Monday, July 21, 2014

Osborne and Hague Visit: the Saxon’s last sigh?

 
 
Britain’s foreign secretary William Hague and its Chancellor, George Osborne are in India. The purpose of the visit obviously is to boost ties between Britain and India. The visit comes after a landslide victory for the Modi led BJP and the anointment of Mr. Modi as India’s prime minister. Britain and India share deep historical ties: India was a British colony-albeit an important one so much so it was held to be the ‘jewel of the crown’ in colonial Britain’s possessions. It is from the yoke of British colonialism that India attained independence. While colonialism was bad-morally and ethically- it is held by some that India owes its post independence institutional configuration and the deep imprimatur of democracy to the legacies left by what was called ‘Great Britain’.
 
Alas Britain is not great anymore. Gradually and inexorably, British power, prestige and position have waned.  Britain is no more the power it used to be. It is a shrunken shell which may even shrink further if the Scots opt for outright secession or independence from the ‘mother’ country in the referendum slated to be held later this year. A whole host of reasons account for the country’s decline and weakness. Structural changes in world politics and the global economy, the bipolar structure of world politics after the Second Great War, the revival of Europe, and contemporarily globalization and the putative emergence of a more multipolar world are some of the salient ones.  Even Britain’s so called ‘special relationship’ with the United States did not count for much. (Apart from support in the United Nations on issues of salience to the United States- for which Tony Blair was lampooned as a ‘poodle’-, intelligence sharing and some degree of military support to the United States, British support was mostly rhetorical).
 
Perhaps the most important factor that explains British decline is the lack or even loss of will to be a player, in its own right, after decolonization and the Second World War British was exhausted and drained. And it has never really recovered. The country could not re-invent itself as a player (state) of some reckoning in a decolonized world of mostly free and sovereign states.
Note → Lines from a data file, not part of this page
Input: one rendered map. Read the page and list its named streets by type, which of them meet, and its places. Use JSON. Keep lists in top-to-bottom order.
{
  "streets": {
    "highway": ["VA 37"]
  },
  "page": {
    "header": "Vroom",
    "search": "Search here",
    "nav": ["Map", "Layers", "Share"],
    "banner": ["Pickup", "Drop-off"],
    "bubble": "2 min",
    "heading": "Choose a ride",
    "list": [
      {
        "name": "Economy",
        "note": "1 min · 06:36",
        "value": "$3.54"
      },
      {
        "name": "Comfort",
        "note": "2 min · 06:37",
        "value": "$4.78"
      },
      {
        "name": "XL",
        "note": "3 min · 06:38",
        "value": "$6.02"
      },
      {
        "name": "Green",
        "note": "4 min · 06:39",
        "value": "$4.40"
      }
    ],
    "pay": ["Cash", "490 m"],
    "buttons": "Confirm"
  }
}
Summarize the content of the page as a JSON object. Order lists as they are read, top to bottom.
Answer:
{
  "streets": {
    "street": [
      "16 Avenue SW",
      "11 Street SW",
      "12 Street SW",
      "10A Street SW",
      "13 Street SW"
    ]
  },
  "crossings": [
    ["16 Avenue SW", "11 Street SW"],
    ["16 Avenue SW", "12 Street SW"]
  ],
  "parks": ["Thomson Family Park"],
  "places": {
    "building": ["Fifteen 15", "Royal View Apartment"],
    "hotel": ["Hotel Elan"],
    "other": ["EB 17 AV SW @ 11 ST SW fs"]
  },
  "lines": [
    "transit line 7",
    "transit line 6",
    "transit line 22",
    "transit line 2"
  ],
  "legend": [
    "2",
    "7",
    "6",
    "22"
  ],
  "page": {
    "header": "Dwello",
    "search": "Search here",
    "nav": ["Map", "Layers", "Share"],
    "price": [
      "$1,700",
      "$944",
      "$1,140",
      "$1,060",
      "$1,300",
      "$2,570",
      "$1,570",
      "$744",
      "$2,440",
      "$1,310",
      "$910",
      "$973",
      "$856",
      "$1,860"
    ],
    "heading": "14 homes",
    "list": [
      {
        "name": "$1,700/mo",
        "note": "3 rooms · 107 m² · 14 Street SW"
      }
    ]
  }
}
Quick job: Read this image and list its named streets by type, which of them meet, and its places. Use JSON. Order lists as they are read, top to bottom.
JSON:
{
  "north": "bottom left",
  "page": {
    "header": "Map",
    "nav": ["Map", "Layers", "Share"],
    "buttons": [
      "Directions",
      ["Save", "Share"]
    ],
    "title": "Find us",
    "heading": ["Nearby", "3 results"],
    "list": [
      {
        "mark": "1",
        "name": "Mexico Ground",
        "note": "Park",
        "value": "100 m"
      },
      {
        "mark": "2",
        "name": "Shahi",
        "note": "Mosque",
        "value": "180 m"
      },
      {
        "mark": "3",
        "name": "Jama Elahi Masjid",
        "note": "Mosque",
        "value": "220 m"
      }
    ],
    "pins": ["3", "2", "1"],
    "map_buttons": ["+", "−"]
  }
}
British insipidness does not appear to accrue from post imperial political decay , as was the case with the Ottoman empire or other imperial metropoles that were relegated to the dustbin of history. Rather, at the risk of repetition, it was because of structural factors and the loss of will and confidence by the British.
 
After the Cold War, the country tried a novel tack to carve for itself a niche in international relations and the global economy. It marketed itself as ‘ Cool Britannica’ and generated for itself competitive advantage by transforming London into a hub of global finance and banking. It achieved a degree of success in this but the financial crisis of 2008 threw this paradigm into a tizzy. In the domain of international relations and politics, it latched onto the United States and approved of every misstep that the sole superpower took. Under this patina and veneer of international relations dominated by the United States and a unipolar world, profound structural changes were occurring. The centre of gravity of economics was gradually moving to the East, emerging powers were stirring, the country was stuck in Euroskepticism and the contours of a more multipolar configuration of power could be discerned. Politically, instead of the End of History where a democratic and liberal nirvana was predicted, authoritarianism has not died; it has made a comeback. China is held to be a competitor to the United States; India an emerging pole of power along with the BRIC’s. All in all, it is even held by some that the West is in decline.
 
This is the world that Britain finds itself in and has to operate in. Can the country rebound?  Will the India visit by Osborne and Hague do the trick? Unlikely is the answer.  The reasons again are structural. Too much water has passed under the bridge for Britain to make a vigorous comeback. The world has moved on and there is talk of general decline of the West-politically and economy. The India visit may draw some form and quantum of investment into Britain and vice versa. However, this would amount to a trifling which would not make much of a dent in the political economy of both countries. India would stand to benefit more; a demonstration effect of world leaders making a beeline to India would boost India’s image. This may also generate pressures and momentum  for fourth generation reforms in India.
 
Is Britain doomed? Not really. It may, in the final analysis, be prudent for Britain to ‘look East’’, so to speak, and leverage its diasporic connections with most of the world and build a different profile for itself. This does not mean disavowing the United States but rather balancing and leveraging Britain’s strengths proportionately and crafting both a domestic and foreign policy that speaks to the needs of the times. The world has and is changing; the speed and scale the transformation is stupendous. It calls for radical departures from the past and , in the least, attempting to catch up. A new and bold paradigm is needed by Britain to reclaim for itself space that it forfeited after decolonization. Delaying this would be at the country’s peril.